YOUR OBJECTIVE:
Where does the string "Central" occur in the records? Copy each line that holds it.

INPUT:
================================
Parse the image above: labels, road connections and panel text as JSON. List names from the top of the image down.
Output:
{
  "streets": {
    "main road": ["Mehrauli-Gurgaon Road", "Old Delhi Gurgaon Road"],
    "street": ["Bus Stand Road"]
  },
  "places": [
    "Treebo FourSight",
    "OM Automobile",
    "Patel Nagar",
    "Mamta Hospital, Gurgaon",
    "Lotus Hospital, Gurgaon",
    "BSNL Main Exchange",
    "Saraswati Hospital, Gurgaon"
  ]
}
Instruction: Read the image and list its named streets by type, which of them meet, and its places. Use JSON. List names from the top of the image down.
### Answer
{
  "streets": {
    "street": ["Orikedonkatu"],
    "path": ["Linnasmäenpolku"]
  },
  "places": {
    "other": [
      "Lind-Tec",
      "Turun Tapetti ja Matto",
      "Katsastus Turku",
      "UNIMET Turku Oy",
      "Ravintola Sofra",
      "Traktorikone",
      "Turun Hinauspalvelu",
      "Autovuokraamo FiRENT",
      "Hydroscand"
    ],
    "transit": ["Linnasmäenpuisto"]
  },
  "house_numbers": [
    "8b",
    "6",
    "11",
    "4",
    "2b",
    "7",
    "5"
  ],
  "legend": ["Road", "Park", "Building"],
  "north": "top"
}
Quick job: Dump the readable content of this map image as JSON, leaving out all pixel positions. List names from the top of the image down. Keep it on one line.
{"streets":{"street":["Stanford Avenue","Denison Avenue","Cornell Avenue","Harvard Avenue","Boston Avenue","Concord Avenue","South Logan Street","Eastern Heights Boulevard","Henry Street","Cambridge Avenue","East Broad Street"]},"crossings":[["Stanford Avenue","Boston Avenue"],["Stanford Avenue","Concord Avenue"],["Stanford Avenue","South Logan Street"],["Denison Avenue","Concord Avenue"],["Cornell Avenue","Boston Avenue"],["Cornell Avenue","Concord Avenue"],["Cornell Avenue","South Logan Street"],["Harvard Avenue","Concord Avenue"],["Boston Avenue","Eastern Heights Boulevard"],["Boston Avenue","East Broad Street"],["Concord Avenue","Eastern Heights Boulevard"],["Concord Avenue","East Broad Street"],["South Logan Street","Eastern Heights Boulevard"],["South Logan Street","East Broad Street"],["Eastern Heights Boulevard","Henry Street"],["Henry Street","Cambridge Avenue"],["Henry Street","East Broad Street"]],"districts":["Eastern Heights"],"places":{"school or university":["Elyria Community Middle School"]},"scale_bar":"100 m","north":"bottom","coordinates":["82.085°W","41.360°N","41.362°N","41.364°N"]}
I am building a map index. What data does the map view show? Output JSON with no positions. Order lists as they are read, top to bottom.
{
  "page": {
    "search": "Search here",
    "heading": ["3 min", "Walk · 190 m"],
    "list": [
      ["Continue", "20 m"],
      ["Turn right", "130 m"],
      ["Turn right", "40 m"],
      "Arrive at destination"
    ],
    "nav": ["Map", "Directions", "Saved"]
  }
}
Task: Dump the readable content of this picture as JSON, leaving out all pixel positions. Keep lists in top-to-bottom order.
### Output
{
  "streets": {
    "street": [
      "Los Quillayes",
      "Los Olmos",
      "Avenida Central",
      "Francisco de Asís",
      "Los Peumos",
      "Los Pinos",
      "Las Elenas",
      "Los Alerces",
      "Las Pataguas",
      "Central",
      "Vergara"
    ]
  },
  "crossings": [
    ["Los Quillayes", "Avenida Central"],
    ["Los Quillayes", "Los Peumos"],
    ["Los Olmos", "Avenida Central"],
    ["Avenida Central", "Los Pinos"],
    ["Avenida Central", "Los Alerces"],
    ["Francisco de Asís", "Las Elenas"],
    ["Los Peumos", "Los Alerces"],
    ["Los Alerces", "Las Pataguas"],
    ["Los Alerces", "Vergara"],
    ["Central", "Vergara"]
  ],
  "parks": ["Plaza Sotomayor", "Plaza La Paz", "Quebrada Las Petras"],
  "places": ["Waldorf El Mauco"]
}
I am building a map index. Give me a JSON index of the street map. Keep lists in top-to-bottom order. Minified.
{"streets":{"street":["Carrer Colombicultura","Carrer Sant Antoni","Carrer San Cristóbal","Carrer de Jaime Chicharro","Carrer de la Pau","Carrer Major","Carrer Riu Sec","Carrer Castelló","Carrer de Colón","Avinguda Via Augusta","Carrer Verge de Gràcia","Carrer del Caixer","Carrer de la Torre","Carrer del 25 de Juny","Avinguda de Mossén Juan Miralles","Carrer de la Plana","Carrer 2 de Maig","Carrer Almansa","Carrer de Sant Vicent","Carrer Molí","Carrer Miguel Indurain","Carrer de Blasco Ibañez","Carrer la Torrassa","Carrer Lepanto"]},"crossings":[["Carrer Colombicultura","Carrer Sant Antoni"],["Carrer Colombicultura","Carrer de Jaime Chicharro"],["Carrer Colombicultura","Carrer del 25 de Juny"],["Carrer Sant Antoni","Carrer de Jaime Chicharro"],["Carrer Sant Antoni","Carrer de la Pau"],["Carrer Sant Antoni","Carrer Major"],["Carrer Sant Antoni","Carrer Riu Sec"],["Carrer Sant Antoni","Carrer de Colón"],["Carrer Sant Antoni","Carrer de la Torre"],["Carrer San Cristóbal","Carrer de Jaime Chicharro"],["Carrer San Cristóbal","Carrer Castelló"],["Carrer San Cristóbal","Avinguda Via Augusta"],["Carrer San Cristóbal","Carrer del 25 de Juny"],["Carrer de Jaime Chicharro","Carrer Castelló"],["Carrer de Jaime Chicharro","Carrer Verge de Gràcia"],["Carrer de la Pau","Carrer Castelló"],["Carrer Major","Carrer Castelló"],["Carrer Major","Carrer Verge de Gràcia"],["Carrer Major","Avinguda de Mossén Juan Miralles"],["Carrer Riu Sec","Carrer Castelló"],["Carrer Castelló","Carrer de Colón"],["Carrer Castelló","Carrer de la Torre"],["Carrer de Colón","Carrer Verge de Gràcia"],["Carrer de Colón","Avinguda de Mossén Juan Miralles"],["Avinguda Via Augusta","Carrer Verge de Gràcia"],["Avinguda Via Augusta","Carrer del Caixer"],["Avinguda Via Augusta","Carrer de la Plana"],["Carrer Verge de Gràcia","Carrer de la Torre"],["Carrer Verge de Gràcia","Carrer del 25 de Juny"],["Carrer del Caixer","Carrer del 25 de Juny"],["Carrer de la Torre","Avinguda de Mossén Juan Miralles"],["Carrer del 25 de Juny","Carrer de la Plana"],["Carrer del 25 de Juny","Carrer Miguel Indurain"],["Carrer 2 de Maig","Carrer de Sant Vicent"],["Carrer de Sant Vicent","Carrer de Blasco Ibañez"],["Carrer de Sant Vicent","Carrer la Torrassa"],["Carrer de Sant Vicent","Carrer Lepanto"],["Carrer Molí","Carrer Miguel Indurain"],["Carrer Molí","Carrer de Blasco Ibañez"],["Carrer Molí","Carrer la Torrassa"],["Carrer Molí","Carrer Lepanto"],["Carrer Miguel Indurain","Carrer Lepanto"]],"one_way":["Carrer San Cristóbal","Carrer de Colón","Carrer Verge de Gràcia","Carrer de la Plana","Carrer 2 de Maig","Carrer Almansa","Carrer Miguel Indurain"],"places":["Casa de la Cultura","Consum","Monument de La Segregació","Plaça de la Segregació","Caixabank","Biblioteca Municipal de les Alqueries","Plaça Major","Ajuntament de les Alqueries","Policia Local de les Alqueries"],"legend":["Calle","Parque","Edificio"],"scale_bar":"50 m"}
================================
RESULT FOR THIS TASK:
      "Avenida Central",
      "Central",
    ["Los Quillayes", "Avenida Central"],
    ["Los Olmos", "Avenida Central"],
    ["Avenida Central", "Los Pinos"],
    ["Avenida Central", "Los Alerces"],
    ["Central", "Vergara"]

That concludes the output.